Nel comunicato diffuso ieri pomeriggio dal Consiglio regionale è possibile leggere come il testo  “vieterà [ndr: tra sei mesi]  salvo alcuni casi circoscritti, l’utilizzo della catena come strumento permanente di contenimento degli animali“. Ad attestare tale impostazione è lo stesso pdf che il Consiglio Regionale allega al comunicato, ovvero la proposta esentata dalla Commissione Politiche per la Salute.

Mi sembra quasi che hanno evitato il problema di un cadavere in periodo elettorale“. Così Battistini sintetizza la sua amarezza.  Evitare, cioè, che la forma di protesta intrapresa dall’attivista potesse passare la soglia, ormai prossima,  dei danni irreparabili alla sua salute. Il tutto a pochi giorni dalle elezioni.

In effetti, il testo riportato ieri nel comunicato della Regione così recita “al detentore di animali d’affezione è vietato l’utilizzo della catena o di qualunque altro strumento di contenzione similare, salvo per ragioni sanitarie, documentabili e certificate dal veterinario curante, o per misure urgenti e solo temporanee di sicurezza“. Quello che Battistini sembra criticare sono le reali possibilità di controllo  sulla supposta temporaneità di tali condizioni.

Cosa succede, infatti, in questi casi? Vale la pena rilevare come l’affermazione di un cittadino attestante la continuità dell’uso, sarebbe molto probabilmente destinata a scontrarsi con la diversa versione del detentore del cane, il quale, oltretutto, potrebbe rispondere con una denuncia. La migliore  attestazione sarebbe pertanto quella di un Pubblico Ufficiale, ma solo dopo ripetuti avvenuti sopralluoghi. Considerato tutto ciò, appare quasi risibile la sanzione amministrativa prevista dalla Regione Emilia Romagna per chi detiene con continuità  il cane alla catena. Una cifra compresa tra 150 e 450 euro. Salvo ricorso, ovviamente.

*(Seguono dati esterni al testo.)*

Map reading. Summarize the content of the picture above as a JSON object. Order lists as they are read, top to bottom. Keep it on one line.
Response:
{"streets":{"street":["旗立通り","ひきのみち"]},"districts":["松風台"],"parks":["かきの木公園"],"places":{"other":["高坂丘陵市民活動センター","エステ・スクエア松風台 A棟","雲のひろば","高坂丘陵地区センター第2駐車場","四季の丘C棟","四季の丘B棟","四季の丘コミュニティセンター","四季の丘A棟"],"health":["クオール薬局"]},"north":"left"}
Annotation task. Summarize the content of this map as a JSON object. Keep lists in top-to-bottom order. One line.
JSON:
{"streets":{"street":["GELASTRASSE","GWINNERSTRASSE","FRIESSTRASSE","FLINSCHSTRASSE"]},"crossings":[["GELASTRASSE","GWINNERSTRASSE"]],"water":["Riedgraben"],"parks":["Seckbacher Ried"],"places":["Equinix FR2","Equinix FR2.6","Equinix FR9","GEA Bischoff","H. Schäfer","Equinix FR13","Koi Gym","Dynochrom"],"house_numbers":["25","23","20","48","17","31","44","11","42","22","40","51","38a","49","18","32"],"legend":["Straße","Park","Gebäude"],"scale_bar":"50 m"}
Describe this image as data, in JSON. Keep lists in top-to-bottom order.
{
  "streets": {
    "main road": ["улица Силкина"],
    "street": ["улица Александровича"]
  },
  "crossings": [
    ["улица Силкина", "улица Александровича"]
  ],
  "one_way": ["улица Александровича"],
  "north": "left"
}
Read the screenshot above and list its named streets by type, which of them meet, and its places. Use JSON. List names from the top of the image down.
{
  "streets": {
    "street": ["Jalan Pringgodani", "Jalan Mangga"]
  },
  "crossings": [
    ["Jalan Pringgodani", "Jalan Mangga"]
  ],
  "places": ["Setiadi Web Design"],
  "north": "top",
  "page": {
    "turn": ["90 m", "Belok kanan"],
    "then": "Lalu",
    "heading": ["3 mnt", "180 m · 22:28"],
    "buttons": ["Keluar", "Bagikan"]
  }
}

E’ dal 1985 che sono animalista – aggiunge Battistini – e per mia esperienza non credo che vi sia molta solerzia in tema di diritti degli animali“.

Battistini, però, assicura che continuerà la sua battaglia. Per ora senza sciopero della fame. “Dobbiamo dare al movimento intelligenza – afferma Battistini – e una nuova protesta come lo sciopero della fame sarebbe solo un inutile agitarsi“. Insomma, di cadaveri, quando temuti, non ce ne sono stati. “La cosa non finisce qui, riprenderemo la lotta” promette Battistini.